It’s a hard thing to direct an odyssey film, particularly as your opening number. I didn’t quite know what to expect of Once Upon a River walking into it and on walking out I was baffled, thought it wasn’t for me. I’ve come to an understanding with it and see it as much more complicated than at first believed. It’s a beast of a film thematically, tackling issues of race and class and sex and just…a lot of things. This is a “kitchen sink” film and it shows.
Haroula Rose has done a solid job with the film, adapting the novel by author Bonnie Jo Campbell (I’m going to read that thanks to her, so that’s a win). It follows the harrowing journey of Margo Crane (Kenadi DelaCerna) as she flees downriver after her father (Tatanka Means) is killed, desperately searching for her mother (LIndsay Pulsipher). She was sexually manipulated by her uncle and the resulting brotherly feud ended in a gunshot, leading to her predicament.
Right off the bat, let’s talk visuals because this thing is an absolute animal. Weaving together visuals that remind me of how Terrence Malick shoots river country with the trailer park communities that surround it must have been difficult but somehow Rose and cinematographer Charlotte Hornsby have nailed it, leaving every shot a thing that feels organically beautiful. Nights feel dark and comforting in places, dangerous in others. Days are covered in fog and sunshine and shots of the river flowing beneath the forest. This was possibly the most absolutely stunning film at the festival in terms of imagery and I can’t wait to see what the director and cinematographer do next (please work together again!).

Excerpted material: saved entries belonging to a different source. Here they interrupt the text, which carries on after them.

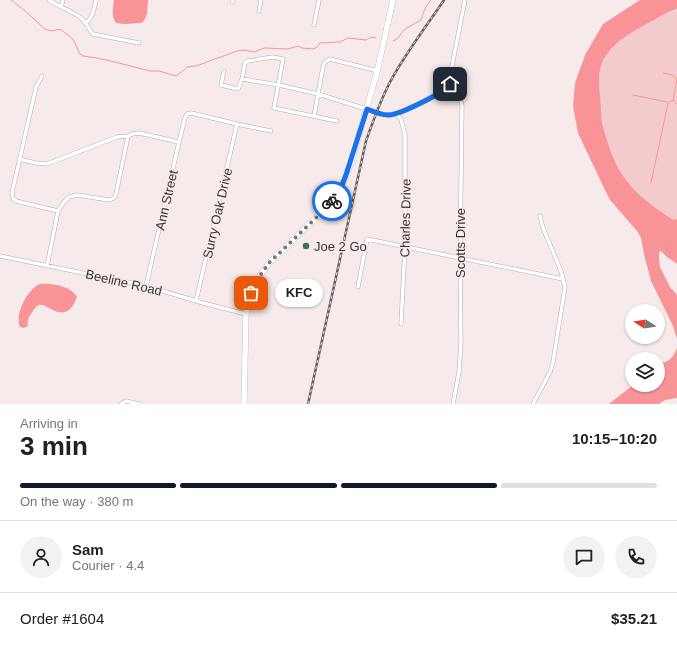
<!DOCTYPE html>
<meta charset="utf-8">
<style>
body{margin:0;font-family:Arial,sans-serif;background:#f2f2f2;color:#222;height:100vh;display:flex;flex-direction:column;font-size:15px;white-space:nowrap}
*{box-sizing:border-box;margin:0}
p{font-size:13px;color:#767676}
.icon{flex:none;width:22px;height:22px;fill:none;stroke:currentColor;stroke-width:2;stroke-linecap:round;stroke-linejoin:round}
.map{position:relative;height:404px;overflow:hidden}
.panel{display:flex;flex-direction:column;background:#fff;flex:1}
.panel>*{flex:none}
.needle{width:26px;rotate:282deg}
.controls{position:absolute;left:625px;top:304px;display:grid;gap:8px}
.controls a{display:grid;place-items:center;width:40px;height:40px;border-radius:50%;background:#fff;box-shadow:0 1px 3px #0004;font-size:20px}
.pin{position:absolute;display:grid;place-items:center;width:34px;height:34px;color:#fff;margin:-17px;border-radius:8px;box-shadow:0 2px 6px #0006}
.courier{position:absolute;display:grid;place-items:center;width:40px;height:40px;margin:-20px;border:3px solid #1a73e8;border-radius:50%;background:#fff;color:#222;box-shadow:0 1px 5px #0007}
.bubble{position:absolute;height:28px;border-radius:14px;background:#fff;box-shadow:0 1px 3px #0004;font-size:13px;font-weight:800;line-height:28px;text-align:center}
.summary em{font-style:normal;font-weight:800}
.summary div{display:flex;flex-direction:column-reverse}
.summary{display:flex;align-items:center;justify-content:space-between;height:68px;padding:0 20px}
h1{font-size:26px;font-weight:800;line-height:30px}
.bar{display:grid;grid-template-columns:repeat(4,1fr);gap:6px 4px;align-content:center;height:48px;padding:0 20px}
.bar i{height:5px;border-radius:3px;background:#e0e0e0}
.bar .current{background:#111827}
.bar p{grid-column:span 4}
.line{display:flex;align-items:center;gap:10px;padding:0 20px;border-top:1px solid #e0e0e0}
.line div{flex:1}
.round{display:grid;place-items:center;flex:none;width:42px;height:42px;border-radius:21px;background:#f2f2f2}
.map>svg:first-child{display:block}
.green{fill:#f3cbcc}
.water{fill:#f89498}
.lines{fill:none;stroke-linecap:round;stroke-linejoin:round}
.stream{stroke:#f89498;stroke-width:1}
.minor-casing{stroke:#b5aaaa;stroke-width:4.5}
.secondary-casing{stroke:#b5aaaa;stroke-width:6}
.minor{stroke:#fff;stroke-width:3.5}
.secondary{stroke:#fff;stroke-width:5.5}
.rail-casing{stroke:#645e5e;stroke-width:2.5}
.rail{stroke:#f6eaea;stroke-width:1;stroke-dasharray:3;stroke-linecap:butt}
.done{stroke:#7a7474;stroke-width:4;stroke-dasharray:0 7.2}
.route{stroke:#1a73e8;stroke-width:5}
.poi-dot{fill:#36725c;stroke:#f6eaea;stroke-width:1.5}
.labels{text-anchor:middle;stroke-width:3;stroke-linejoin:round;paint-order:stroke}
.street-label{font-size:13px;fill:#383434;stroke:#f6eaea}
.poi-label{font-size:13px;fill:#383434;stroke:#f6eaea;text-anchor:start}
</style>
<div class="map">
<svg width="677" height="404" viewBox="0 0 677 404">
<rect width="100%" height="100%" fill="#f6eaea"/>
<path class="green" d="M677,10V220L673,221C658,210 641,199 629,184C616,167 607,144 602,123C600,115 601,105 600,96C599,84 598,75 602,63C611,41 655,15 677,10Z"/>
<path class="water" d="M114,0H148L147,14L144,21L141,23L125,24L116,23C111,16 113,8 114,0Z
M640,0H677V9C667,12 659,17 650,22C633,31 610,44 602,63C598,74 599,84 600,96C601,105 601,114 602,123C606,138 613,161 622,174C634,194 654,207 673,220L677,219V264C674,261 670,259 667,257C664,255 663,252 660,251L659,253V259L660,267L670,287L677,295V339L673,326L651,281L644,254L641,238L637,231L610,200L604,188L578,133L573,106L575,83L585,55L603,24Z
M40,284C52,283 71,286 77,297C72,311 64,317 51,309C48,308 43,304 39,305C36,306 33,311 31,314C28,318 27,321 28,326L24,328L20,327C14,315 28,288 40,284Z
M677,347V398L665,400L659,404H609L633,385H658V363C658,363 665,363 665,362C671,360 676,353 677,347Z"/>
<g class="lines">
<path class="stream" d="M11,0L24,10L45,29L52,31L60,29L73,39L80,54L83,56L97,58L100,59L107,60L150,71H159L176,76L184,70L187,67L196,66L237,51L245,50L254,52L264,48L288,49L298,46L302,48L314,49L317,47L320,43L340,42L348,38L366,40L371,37L376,38
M393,41L397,39L405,29L421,20C423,13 426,5 431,0
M663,73L672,75L677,79
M633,95L667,102
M673,100L677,79
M651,183L668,103L673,100L677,104"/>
<g class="minor-casing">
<path id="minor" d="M49,0C59,7 70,10 80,17C86,22 88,28 93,34L139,43
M232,2L233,0
M61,7L63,0
M259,11L261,0
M86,23C93,17 94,9 96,0
M314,25L319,0
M224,71L221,85L238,89L242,79L245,63L248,61L273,57L283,59L274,108L337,121
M42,76L36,87L12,193L13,198L16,201L58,211
M242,79L279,85L318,94L382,114L390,115L397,114L449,88L451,71L465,0
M449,88C458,93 460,95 462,106L460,258L461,342L459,372L453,404
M397,114L401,120L405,134V247L401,324
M314,116L323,67C324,62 326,61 330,59L378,71
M19,159L36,163L47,164L117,137L128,136L132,134L139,133L179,142
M0,256L146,286L203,303L246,314
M47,266L58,211L64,202L69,197L77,195L109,200L114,198L116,194L128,136
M146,286L179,142L185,118L187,114L191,113L237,124L271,131
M358,287L367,239L563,279
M196,301L237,124
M121,404L126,401L139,404
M533,404L550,372L553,362L565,287L561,271L543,228L540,216"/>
</g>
<g class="secondary-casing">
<path id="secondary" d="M244,404L246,314L251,293L259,277L269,263L325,209L332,200L342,185L351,163L377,72L393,0"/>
</g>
<use href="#minor" class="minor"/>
<use href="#secondary" class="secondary"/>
<g class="rail-casing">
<path id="rail" d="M308,404L366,141C373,121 380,102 389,84C404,55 426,27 444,0"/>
</g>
<use href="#rail" class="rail"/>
</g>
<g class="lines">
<path class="done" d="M251,293L259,277L269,263L325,209L332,201"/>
<path class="route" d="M332,201L342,185L346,175L367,109C374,112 381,115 388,115C402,115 436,95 449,88L450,84"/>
</g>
<circle class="poi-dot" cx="306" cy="246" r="4"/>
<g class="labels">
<g class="street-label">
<text transform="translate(166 200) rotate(-77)" y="5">Ann Street</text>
<text transform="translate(217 213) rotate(-77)" y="5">Surry Oak Drive</text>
<text transform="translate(405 218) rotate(-89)" y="5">Charles Drive</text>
<text transform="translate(460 243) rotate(-90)" y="5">Scotts Drive</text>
<text transform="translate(124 282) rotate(13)" y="5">Beeline Road</text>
</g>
<g class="poi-label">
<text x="314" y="251">Joe 2 Go</text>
</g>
</g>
</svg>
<div class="controls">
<a><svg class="needle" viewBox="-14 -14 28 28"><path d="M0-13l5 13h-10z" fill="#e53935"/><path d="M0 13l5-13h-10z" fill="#767676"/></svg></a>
<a><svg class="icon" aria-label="layers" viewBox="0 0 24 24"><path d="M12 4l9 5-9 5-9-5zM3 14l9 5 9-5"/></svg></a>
</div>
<div class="pin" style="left:251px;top:293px;background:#ea580c"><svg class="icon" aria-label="bag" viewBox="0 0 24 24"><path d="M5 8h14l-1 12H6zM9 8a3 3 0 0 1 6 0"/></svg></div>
<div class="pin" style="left:450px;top:84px;background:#1f2937"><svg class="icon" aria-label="home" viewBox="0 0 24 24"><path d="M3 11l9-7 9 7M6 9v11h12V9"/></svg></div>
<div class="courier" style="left:332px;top:201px"><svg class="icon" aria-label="bike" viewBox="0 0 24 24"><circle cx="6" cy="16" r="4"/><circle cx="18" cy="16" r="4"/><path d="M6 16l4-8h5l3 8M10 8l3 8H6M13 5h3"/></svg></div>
<div class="bubble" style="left:275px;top:279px;width:48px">KFC</div>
</div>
<section class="panel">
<div class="summary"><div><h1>3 min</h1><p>Arriving in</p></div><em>10:15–10:20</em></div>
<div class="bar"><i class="current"></i><i class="current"></i><i class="current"></i><i></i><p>On the way · 380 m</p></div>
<div class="line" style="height:72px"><a class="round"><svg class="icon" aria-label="person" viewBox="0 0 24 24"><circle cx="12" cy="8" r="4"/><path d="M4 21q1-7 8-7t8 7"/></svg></a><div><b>Sam</b><p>Courier · 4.4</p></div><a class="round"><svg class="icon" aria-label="chat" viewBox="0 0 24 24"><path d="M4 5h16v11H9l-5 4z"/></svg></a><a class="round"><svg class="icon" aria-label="phone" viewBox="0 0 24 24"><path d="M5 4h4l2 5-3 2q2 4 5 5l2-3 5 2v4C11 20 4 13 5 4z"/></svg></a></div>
<div class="line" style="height:52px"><div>Order #1604</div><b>$35.21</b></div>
</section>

And performances across the board are wondrous but Kenadi DelaCerna knocks it out of the damn park. Margo Crane is shown to have an affinity for killing early on, hunting deer off-season and nailing them in the eyes to preserve the pelts. She also makes a case for sex-positive filmmaking, contrasting the scene where she has sex with her uncle (it’s gross and awkward and looks unsatisfying) with another one later, where she hooks up with someone thoughtful and intelligent in a moment of bonding. My companion leaned over to me and whispered, positing that it was learned behavior and that the character felt that was just what she did with men after how she was treated and that it was ingrained after a pseudo-rape. I posit that it skewed more toward a balance, making sure the audience got to see that sexual experiences can vary. Whole scenes get recontextualized and there’s a refreshing feeling to it.
All of this said I just had a hard time connecting with the film. The plot, like so many American odyssey stories, is very meandering and episodic. Stories like this work for so many on that level but I had issues getting emotionally attached to a lot of scenes. There’s an ambiguity to the end of the film, implying that everything continues to flow just like the river and that life will go on despite all of these things, but it left me feeling hollow and like I just seen a rant. Have you ever been in a bar and listen to someone tell an interesting story that ultimately makes a cool statement but then they go to pee before finishing it and wind up leaving before you hear the ending? Yeah, it felt like that.

Before the film premiered a lot of the Tallgrass staff also made a big deal of the score. It’s not a bad one, but if they were going to highlight one from a festival film I could name a couple of others that had more interesting music involved. I’m not being nit-picky as the score was perfectly serviceable, just pointing it out because I think that needs acknowledging.
End of the day this was a film I can’t nail down an opinion on. This rarely happens but it does occur now and then, usually with things like this that say important things and take you on a journey but feel thematically caught up in their own metaphor to the detriment of the narrative. I’ll say it’s worth your time but I wouldn’t rush to find it or anything.